Reproduce every record below exactly as written, leaving out any pictures.

*** Opening of Data shown ***

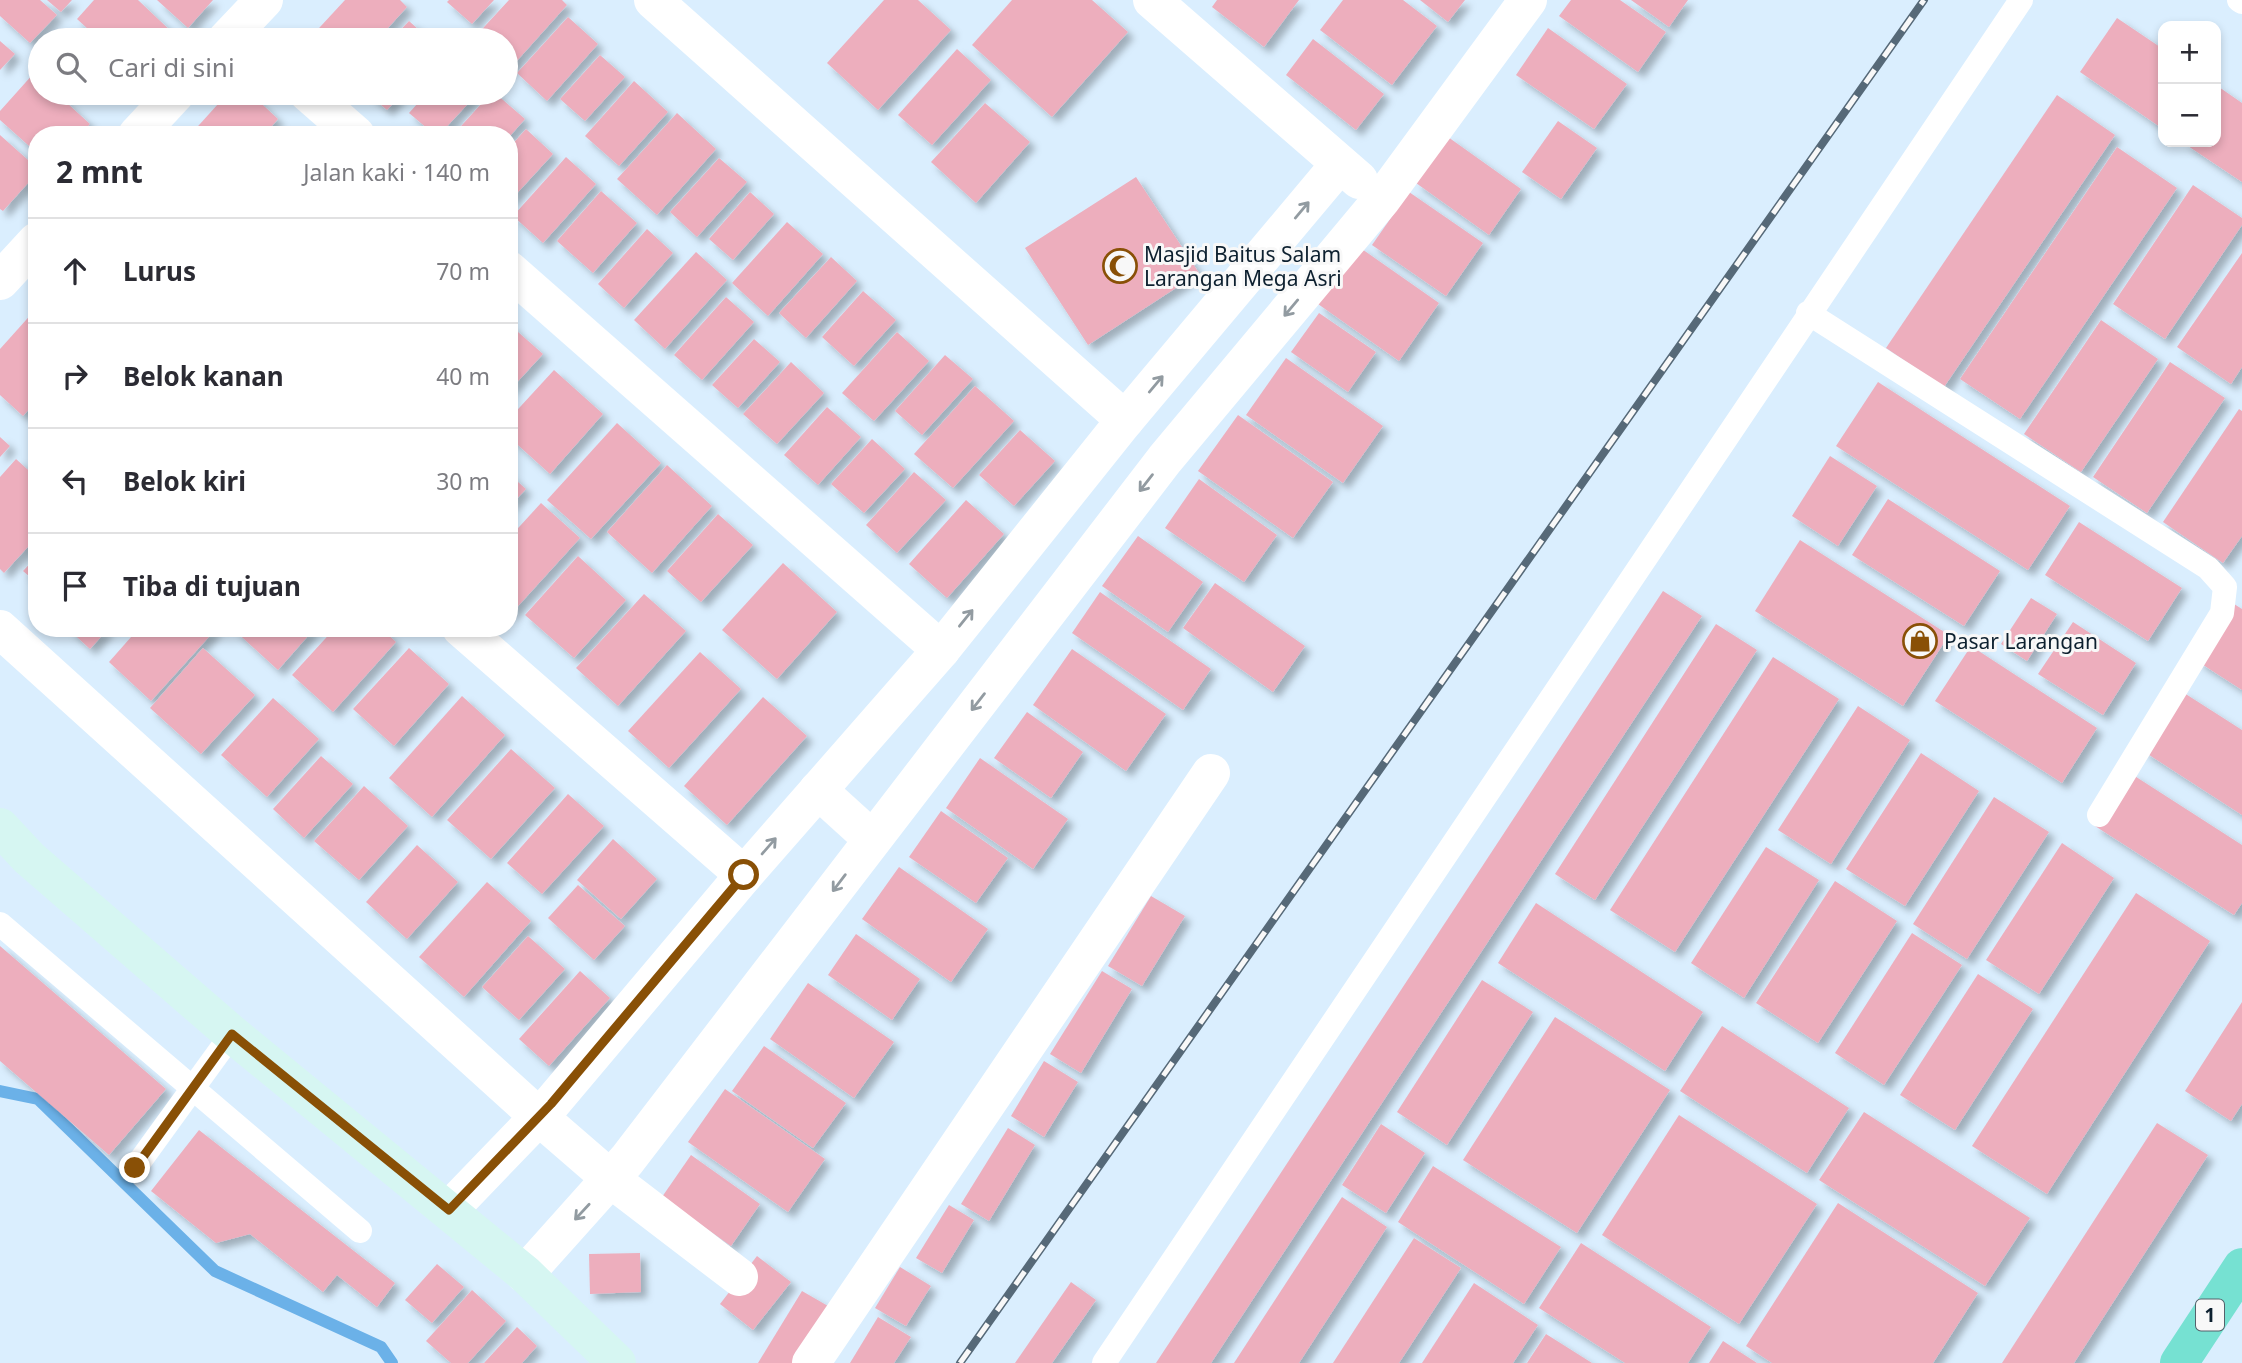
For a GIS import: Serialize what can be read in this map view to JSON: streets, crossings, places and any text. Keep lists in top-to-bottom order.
{
  "streets": {
    "highway": ["1"]
  },
  "places": {
    "mosque": ["Masjid Baitus Salam Larangan Mega Asri"],
    "shop": ["Pasar Larangan"]
  },
  "page": {
    "map_buttons": ["+", "−"],
    "search": "Cari di sini",
    "heading": ["2 mnt", "Jalan kaki · 140 m"],
    "list": [
      ["Lurus", "70 m"],
      ["Belok kanan", "40 m"],
      ["Belok kiri", "30 m"],
      "Tiba di tujuan"
    ]
  }
}
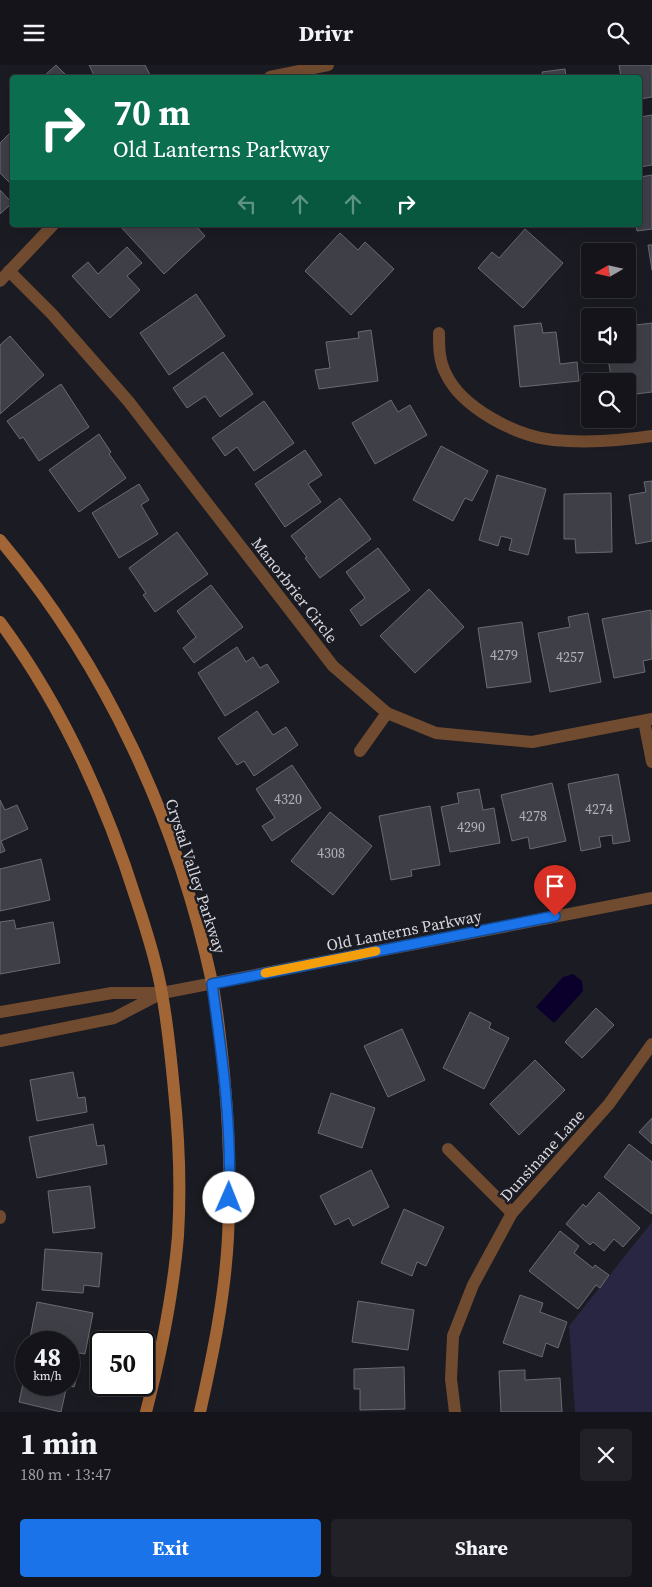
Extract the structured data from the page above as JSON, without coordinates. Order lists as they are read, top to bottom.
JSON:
{
  "streets": {
    "main road": ["Crystal Valley Parkway"],
    "street": ["Manorbrier Circle", "Old Lanterns Parkway", "Dunsinane Lane"]
  },
  "crossings": [
    ["Crystal Valley Parkway", "Old Lanterns Parkway"]
  ],
  "house_numbers": [
    "4279",
    "4257",
    "4320",
    "4274",
    "4278",
    "4290",
    "4308"
  ],
  "north": "left",
  "page": {
    "header": "Drivr",
    "turn": ["70 m", "Old Lanterns Parkway"],
    "speed": "48 km/h",
    "limit": "50",
    "heading": ["1 min", "180 m · 13:47"],
    "buttons": ["Exit", "Share"]
  }
}
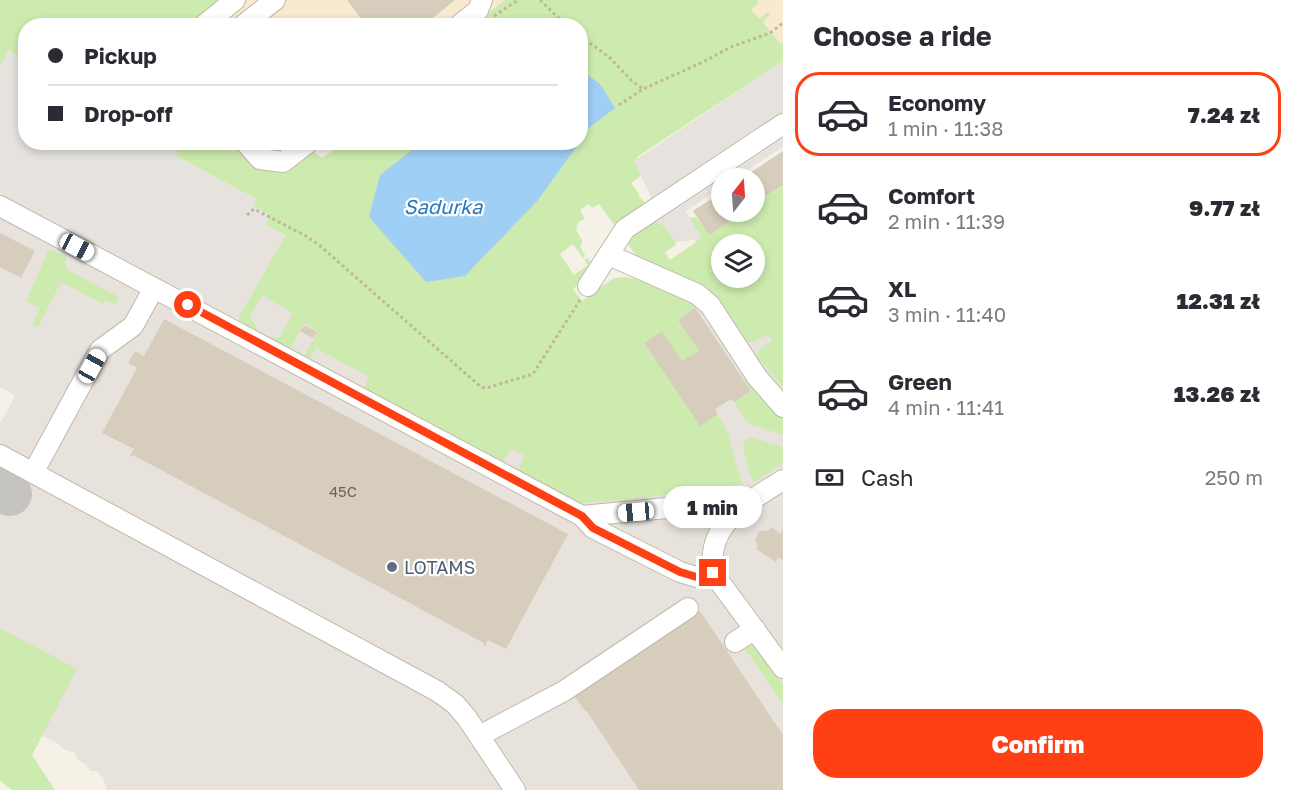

*** Close of Data shown ***

Expected answer ::
For a GIS import: Serialize what can be read in this map view to JSON: streets, crossings, places and any text. Keep lists in top-to-bottom order.
{
  "streets": {
    "highway": ["1"]
  },
  "places": {
    "mosque": ["Masjid Baitus Salam Larangan Mega Asri"],
    "shop": ["Pasar Larangan"]
  },
  "page": {
    "map_buttons": ["+", "−"],
    "search": "Cari di sini",
    "heading": ["2 mnt", "Jalan kaki · 140 m"],
    "list": [
      ["Lurus", "70 m"],
      ["Belok kanan", "40 m"],
      ["Belok kiri", "30 m"],
      "Tiba di tujuan"
    ]
  }
}
Extract the structured data from the page above as JSON, without coordinates. Order lists as they are read, top to bottom.
JSON:
{
  "streets": {
    "main road": ["Crystal Valley Parkway"],
    "street": ["Manorbrier Circle", "Old Lanterns Parkway", "Dunsinane Lane"]
  },
  "crossings": [
    ["Crystal Valley Parkway", "Old Lanterns Parkway"]
  ],
  "house_numbers": [
    "4279",
    "4257",
    "4320",
    "4274",
    "4278",
    "4290",
    "4308"
  ],
  "north": "left",
  "page": {
    "header": "Drivr",
    "turn": ["70 m", "Old Lanterns Parkway"],
    "speed": "48 km/h",
    "limit": "50",
    "heading": ["1 min", "180 m · 13:47"],
    "buttons": ["Exit", "Share"]
  }
}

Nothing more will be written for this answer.